Overview
The Recognition Processor (RecProcessor) performs text recognition (OCR) on text images. It converts images of text into readable strings using character dictionaries and CTC (Connectionist Temporal Classification) decoding.
Source: retto-core/src/processor/rec_processor.rs
RecProcessor
The main recognition processor that extracts text from images.
Constructor
pub fn new(config: &RecProcessorConfig, character: &RecCharacter) -> Self
config
&RecProcessorConfig
required
Recognition processor configuration
Character dictionary for text decoding. Maps model outputs to text characters.
Process Method
fn process<F>(
&self,
images: &Vec<ImageHelper>,
worker_fun: F,
) -> RettoResult<RecProcessorResult>
where
F: FnMut(Array4<f32>) -> RettoResult<Array3<f32>>
Processes a batch of text images to extract recognized text.
images
&Vec<ImageHelper>
required
Immutable reference to a vector of images to recognize. These should be cropped text regions (e.g., from detection results).
Worker function that runs model inference on preprocessed batches. Takes a 4D tensor (batch × channels × height × width) and returns a 3D tensor (batch × sequence × classes).

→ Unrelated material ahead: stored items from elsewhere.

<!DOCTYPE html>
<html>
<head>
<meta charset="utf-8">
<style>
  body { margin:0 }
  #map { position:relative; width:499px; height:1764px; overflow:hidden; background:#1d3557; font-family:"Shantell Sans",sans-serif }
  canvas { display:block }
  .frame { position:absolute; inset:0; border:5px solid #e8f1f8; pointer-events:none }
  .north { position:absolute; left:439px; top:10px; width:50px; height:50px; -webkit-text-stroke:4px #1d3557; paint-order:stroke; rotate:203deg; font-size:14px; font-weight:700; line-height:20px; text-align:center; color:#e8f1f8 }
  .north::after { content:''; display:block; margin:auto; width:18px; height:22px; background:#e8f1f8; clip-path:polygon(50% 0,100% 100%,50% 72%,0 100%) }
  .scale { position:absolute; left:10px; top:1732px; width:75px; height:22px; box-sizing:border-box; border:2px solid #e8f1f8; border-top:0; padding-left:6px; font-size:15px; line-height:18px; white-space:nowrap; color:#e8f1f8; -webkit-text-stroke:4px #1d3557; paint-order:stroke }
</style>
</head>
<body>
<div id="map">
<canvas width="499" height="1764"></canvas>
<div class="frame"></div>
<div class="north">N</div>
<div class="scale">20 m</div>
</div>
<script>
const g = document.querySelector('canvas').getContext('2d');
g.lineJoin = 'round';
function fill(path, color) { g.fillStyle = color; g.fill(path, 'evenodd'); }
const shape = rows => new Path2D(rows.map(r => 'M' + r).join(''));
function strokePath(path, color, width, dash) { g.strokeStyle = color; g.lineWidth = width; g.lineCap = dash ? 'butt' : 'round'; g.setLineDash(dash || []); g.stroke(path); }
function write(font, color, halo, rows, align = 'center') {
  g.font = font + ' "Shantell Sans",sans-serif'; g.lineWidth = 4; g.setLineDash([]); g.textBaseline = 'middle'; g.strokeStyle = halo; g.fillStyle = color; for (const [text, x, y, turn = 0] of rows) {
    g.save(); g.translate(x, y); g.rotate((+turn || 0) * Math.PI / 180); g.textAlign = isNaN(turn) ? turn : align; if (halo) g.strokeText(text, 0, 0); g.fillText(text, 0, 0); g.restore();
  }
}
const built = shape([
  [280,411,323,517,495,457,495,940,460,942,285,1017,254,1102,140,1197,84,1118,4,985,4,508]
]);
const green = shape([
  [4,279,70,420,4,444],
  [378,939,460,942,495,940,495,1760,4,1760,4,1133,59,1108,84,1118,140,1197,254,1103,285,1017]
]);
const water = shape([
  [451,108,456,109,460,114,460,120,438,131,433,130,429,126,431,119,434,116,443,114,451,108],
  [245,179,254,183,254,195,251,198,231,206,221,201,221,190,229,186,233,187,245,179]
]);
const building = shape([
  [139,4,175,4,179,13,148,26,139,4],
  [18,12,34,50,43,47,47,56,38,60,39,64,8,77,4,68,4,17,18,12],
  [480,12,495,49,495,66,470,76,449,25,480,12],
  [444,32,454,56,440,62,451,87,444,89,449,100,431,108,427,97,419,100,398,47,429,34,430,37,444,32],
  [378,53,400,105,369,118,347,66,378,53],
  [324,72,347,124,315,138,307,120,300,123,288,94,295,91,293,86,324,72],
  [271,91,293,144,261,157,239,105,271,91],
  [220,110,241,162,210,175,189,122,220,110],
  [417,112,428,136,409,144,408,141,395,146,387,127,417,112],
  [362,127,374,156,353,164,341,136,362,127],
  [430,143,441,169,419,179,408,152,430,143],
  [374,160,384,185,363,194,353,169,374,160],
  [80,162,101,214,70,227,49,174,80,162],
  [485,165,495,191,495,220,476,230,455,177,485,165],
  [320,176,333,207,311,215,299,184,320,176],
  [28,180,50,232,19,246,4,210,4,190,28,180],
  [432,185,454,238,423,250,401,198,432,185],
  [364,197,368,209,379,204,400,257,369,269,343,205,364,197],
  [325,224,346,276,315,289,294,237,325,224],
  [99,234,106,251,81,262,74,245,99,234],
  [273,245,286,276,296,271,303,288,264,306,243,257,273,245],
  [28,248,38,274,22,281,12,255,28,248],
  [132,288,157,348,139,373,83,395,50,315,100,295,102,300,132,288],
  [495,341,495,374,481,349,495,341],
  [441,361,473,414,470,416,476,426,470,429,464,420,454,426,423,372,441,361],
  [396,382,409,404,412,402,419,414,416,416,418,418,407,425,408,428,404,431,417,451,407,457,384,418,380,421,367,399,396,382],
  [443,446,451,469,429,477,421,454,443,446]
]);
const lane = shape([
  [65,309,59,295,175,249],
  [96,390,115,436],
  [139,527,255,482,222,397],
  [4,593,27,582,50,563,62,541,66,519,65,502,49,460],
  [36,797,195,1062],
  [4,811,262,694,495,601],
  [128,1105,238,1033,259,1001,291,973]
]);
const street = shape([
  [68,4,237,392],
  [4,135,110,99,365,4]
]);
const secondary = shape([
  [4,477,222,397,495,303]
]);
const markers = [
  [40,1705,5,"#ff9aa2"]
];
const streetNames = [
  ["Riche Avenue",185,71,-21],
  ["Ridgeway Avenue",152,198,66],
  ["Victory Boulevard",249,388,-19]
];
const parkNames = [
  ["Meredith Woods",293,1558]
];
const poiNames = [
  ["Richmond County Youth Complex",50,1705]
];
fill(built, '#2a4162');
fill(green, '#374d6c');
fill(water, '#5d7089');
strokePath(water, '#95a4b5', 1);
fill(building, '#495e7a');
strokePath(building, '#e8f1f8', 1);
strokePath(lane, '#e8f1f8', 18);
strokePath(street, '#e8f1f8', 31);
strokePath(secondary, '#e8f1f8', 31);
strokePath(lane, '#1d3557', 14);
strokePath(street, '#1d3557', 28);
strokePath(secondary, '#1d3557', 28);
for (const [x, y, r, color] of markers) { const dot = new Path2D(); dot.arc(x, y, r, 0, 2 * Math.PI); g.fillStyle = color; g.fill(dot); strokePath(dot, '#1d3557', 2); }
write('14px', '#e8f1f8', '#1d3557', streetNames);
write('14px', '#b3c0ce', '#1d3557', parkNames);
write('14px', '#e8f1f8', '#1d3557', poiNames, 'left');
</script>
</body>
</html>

Recognition results containing recognized text and confidence scores for each image
RecProcessorConfig
Configuration structure for the recognition processor.
Fields
character_source
RecCharacterDictProvider
required
Identifies the provider of the model dictionary source. Specifies where to load the character dictionary from.
image_shape
[usize; 3]
default:"[3, 48, 320]"
Image size during recognition as [channels, height, width]. Text images are resized to this shape before processing.
Batch size for recognition. Images are processed in batches of this size for efficiency.
Default Configuration
The default configuration varies by platform and features:
// With hf-hub feature (Hugging Face Hub)
let config = RecProcessorConfig {
character_source: RecCharacterDictProvider::OutSide(
RettoWorkerModelSource::HuggingFace {
repo: "pk5ls20/PaddleModel",
model: "retto/onnx/ppocr_keys_v1.txt",
}
),
image_shape: [3, 48, 320],
batch_num: 6,
};
// Without hf-hub feature (local file)
let config = RecProcessorConfig {
character_source: RecCharacterDictProvider::OutSide(
RettoWorkerModelSource::Path("ppocr_keys_v1.txt".into())
),
image_shape: [3, 48, 320],
batch_num: 6,
};
// WebAssembly with download-models feature (embedded)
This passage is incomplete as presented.